What you should do: From the records below, copy each line that has the word "fractalNoise" in it.
Input records START
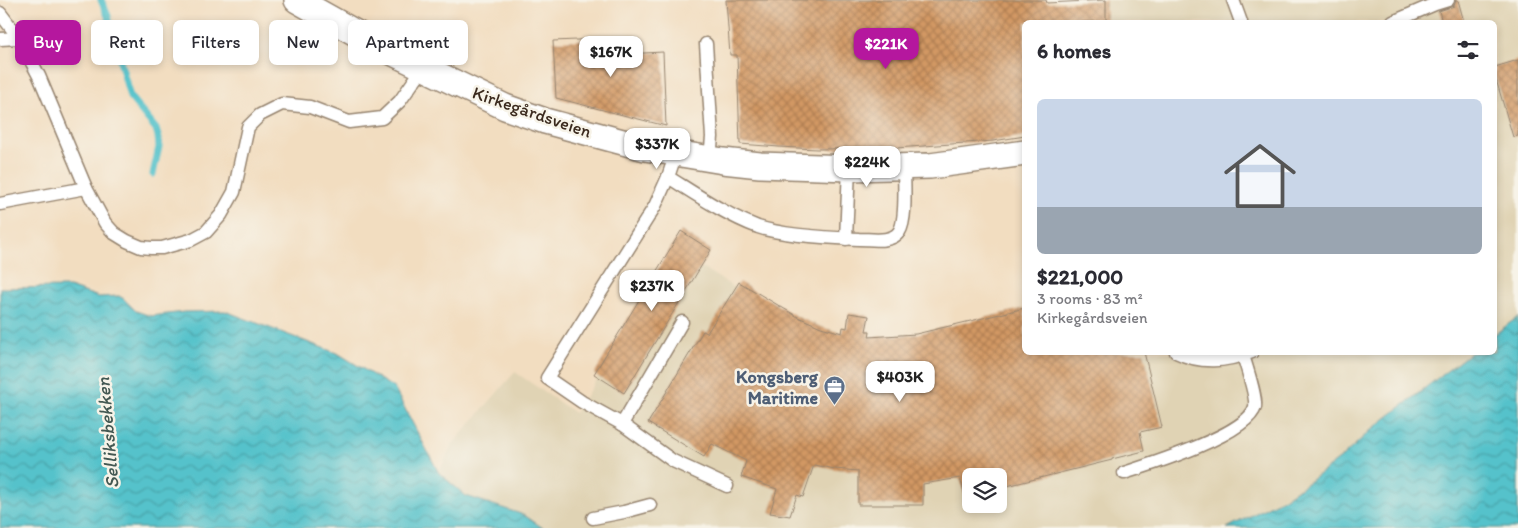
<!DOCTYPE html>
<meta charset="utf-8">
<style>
body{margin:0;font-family:Itim,sans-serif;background:#f7f7f7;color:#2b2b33;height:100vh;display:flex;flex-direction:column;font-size:19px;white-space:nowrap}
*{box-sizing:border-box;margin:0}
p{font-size:16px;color:#7c7c81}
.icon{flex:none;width:28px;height:28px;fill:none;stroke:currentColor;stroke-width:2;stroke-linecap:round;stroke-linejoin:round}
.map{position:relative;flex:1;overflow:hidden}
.panel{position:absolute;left:1022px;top:20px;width:475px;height:335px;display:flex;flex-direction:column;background:#fff;border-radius:8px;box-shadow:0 2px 8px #0003}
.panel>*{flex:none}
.hud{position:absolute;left:15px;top:20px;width:475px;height:45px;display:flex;gap:10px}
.buttons{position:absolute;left:962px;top:468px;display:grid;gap:10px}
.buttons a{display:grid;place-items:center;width:45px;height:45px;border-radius:8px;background:#fff;box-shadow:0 2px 8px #0003;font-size:25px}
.price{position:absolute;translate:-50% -42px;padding:0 11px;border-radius:10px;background:#fff;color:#222;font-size:16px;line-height:32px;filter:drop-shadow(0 1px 2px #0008)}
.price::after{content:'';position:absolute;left:50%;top:30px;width:15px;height:11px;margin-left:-8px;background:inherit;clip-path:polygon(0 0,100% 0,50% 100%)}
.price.selected{background:#b5179e;color:#fff}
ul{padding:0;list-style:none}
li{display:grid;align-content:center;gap:10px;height:265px;padding:0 15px}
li+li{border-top:1px solid #e1e1e2}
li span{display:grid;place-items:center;height:155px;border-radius:8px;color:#555}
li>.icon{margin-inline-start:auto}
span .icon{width:90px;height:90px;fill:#fffc;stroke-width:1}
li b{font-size:21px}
h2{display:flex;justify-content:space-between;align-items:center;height:60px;padding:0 15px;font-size:21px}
.tag{padding:0 18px;border-radius:8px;background:#fff;box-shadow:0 2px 8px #0003;font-size:18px;line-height:45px}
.tag.selected{background:#b5179e;color:#fff}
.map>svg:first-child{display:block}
.built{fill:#e0d3b4;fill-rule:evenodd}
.water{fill:url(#water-waves);stroke:#487674}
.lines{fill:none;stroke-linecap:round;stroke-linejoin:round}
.stream{stroke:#55c2cb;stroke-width:7}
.building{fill:url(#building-cross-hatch)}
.lane-casing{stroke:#96846f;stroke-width:15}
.street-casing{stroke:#96846f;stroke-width:28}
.lane{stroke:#fff;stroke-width:12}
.street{stroke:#fff;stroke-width:25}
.labels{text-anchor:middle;stroke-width:5;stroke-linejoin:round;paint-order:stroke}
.street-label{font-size:18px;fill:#3b2a1e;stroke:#f7f3e8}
.service-label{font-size:18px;font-weight:bold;fill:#4e5e75;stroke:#f7f3e8;text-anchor:end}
.water-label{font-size:19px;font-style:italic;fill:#435852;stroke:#f7f3e8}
</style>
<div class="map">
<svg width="1518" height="528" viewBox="0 0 1518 528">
<defs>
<pattern id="water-waves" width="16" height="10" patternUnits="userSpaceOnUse" patternTransform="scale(1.25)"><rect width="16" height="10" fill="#55c2cb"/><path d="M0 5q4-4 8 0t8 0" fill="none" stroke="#489ea4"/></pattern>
<pattern id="building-cross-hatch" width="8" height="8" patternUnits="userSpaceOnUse" patternTransform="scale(1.25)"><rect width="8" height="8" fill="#d29863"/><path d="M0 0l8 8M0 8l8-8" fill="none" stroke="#ac7c51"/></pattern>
</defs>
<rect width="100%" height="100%" fill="#f7f3e8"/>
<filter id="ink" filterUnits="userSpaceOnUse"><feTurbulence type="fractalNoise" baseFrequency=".02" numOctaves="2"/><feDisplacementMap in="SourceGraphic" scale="10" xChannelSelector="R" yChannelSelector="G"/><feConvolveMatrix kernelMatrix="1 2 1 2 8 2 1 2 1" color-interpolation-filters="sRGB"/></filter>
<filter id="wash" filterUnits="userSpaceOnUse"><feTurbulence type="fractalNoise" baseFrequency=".0096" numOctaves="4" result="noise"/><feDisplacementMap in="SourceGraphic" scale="20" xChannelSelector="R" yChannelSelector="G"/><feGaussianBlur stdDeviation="1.12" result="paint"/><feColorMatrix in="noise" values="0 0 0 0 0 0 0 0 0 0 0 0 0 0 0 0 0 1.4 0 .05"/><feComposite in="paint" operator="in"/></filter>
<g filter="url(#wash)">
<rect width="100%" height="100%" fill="#f2ddc0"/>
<g class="built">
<polygon points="1106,0 1518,0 1518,317 1495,334 1495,22 1106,22"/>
<path d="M681,231L711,250L701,267L735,288L739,282L796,316L823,327L842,332L843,327H847L849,313L869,316L866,330L870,331V336H890L920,333L1025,308V352L1470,353L1371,430L1342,457L1310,481L1281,500L1227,528H543L524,515L466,496L439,473L452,445L515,372L575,413L598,377L594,374ZM971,476H999V504H971Z"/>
</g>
<g class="water">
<polygon points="69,287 99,297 119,296 124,299 136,311 151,316 184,312 225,311 339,354 394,388 439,473 466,496 524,515 543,528 0,528 0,288"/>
<polygon points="1518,317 1518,528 1227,528 1281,500 1310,481 1342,457 1371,430 1470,353 1495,352 1495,334"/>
</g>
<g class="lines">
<polyline class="stream" points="101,0 108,16 130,97 156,129 158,136 159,147 153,174"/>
</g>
<g id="blocks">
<g class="building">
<polygon points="726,0 1046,0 1047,3 1106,0 1106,22 1025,22 1025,136 993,141 896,148 817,149 779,147 740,144 737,55 730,55"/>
<polygon points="1456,0 1458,0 1464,22 1442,22 1439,11 1454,6"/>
<polygon points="624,38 625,54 663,52 666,126 556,98 553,41"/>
<polygon points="1518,60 1518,136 1513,137 1495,76 1495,67"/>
<polygon points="681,231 711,250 624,393 594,374"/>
<polygon points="739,282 798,317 821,327 842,333 843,327 847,328 849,313 869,316 866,331 870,331 869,337 916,334 1025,308 1025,352 1144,352 1162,427 1140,432 1144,451 1112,459 1112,460 999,488 999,476 971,476 971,495 965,496 960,478 923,484 923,505 858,505 858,471 835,469 814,465 803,497 797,495 790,516 770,513 777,489 741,477 746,461 712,444 704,457 648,423 703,331 707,333"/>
</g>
</g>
</g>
<g filter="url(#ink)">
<use href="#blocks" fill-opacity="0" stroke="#96846f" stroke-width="1"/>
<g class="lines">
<defs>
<g id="lane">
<polyline points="1233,0 1241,22"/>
<polyline points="0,13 19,38 39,76 86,188 105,223 114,233 127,241 141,247 151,248 162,248 191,240 206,232 221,215 234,192 248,127 260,115 282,104 310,107 349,122 382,118 400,101 423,68"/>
<polyline points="1393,22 1435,4 1448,0"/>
<polyline points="0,39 19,38"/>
<polyline points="706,44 712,137 710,158"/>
<polyline points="676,153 668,177 655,206 547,378 582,402 622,424 673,461 727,486"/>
<path d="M668,177C697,195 726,215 758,227C785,236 831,238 859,239C872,239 891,243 899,232C907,220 904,183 904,168"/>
<polyline points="0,204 86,188"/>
<polyline points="846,239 849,168"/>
<path d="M1176,352C1201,364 1225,362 1252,352"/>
<polyline points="622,424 682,322"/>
<path d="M1124,473C1149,465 1248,434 1255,407C1257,397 1246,366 1243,355"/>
<polyline points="593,518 624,512 650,505"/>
</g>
<polyline id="street" points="297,0 379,46 505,107 545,121 645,148 723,161 760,165 849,168 930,166 1025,153"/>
</defs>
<use href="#lane" class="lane-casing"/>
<use href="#street" class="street-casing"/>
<use href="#lane" class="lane"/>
<use href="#street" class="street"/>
</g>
</g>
<defs>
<symbol id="office-pin" viewBox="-11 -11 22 30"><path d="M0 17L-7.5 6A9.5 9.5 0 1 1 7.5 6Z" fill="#5c6f8a" stroke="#f7f3e8"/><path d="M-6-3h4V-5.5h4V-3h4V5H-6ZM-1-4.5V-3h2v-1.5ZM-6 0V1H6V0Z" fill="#fff"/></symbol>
</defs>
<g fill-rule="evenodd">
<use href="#office-pin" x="822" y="374" width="25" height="34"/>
</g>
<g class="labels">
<g class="street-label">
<text transform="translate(532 112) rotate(19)" y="6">Kirkegårdsveien</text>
</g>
<g class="service-label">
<text x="818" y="383">Kongsberg<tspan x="818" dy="21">Maritime</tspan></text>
</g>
<g class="water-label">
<text transform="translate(107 433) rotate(-95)" y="7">Selliksbekken</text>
</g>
</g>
</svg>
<div class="buttons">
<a><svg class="icon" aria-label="layers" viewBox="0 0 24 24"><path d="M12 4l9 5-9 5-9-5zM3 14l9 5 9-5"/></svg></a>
</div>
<b class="price selected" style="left:886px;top:70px">$221K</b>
<b class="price" style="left:611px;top:78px">$167K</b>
<b class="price" style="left:657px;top:170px">$337K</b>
<b class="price" style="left:867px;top:188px">$224K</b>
<b class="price" style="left:652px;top:312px">$237K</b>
<b class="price" style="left:900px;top:403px">$403K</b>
<div class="hud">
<a class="tag selected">Buy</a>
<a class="tag">Rent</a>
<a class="tag">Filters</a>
<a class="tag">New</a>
<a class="tag">Apartment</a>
</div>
<section class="panel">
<h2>6 homes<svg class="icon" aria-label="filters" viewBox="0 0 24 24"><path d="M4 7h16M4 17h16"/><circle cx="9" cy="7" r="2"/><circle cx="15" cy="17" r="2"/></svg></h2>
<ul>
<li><span style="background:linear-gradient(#c9d6e8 70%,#9aa5b1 0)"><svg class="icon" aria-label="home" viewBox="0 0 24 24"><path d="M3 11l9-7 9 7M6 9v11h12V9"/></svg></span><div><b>$221,000</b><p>3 rooms · 83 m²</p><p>Kirkegårdsveien</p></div></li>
</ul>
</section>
</div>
Input records END
Exercise solution:
<filter id="ink" filterUnits="userSpaceOnUse"><feTurbulence type="fractalNoise" baseFrequency=".02" numOctaves="2"/><feDisplacementMap in="SourceGraphic" scale="10" xChannelSelector="R" yChannelSelector="G"/><feConvolveMatrix kernelMatrix="1 2 1 2 8 2 1 2 1" color-interpolation-filters="sRGB"/></filter>
<filter id="wash" filterUnits="userSpaceOnUse"><feTurbulence type="fractalNoise" baseFrequency=".0096" numOctaves="4" result="noise"/><feDisplacementMap in="SourceGraphic" scale="20" xChannelSelector="R" yChannelSelector="G"/><feGaussianBlur stdDeviation="1.12" result="paint"/><feColorMatrix in="noise" values="0 0 0 0 0 0 0 0 0 0 0 0 0 0 0 0 0 1.4 0 .05"/><feComposite in="paint" operator="in"/></filter>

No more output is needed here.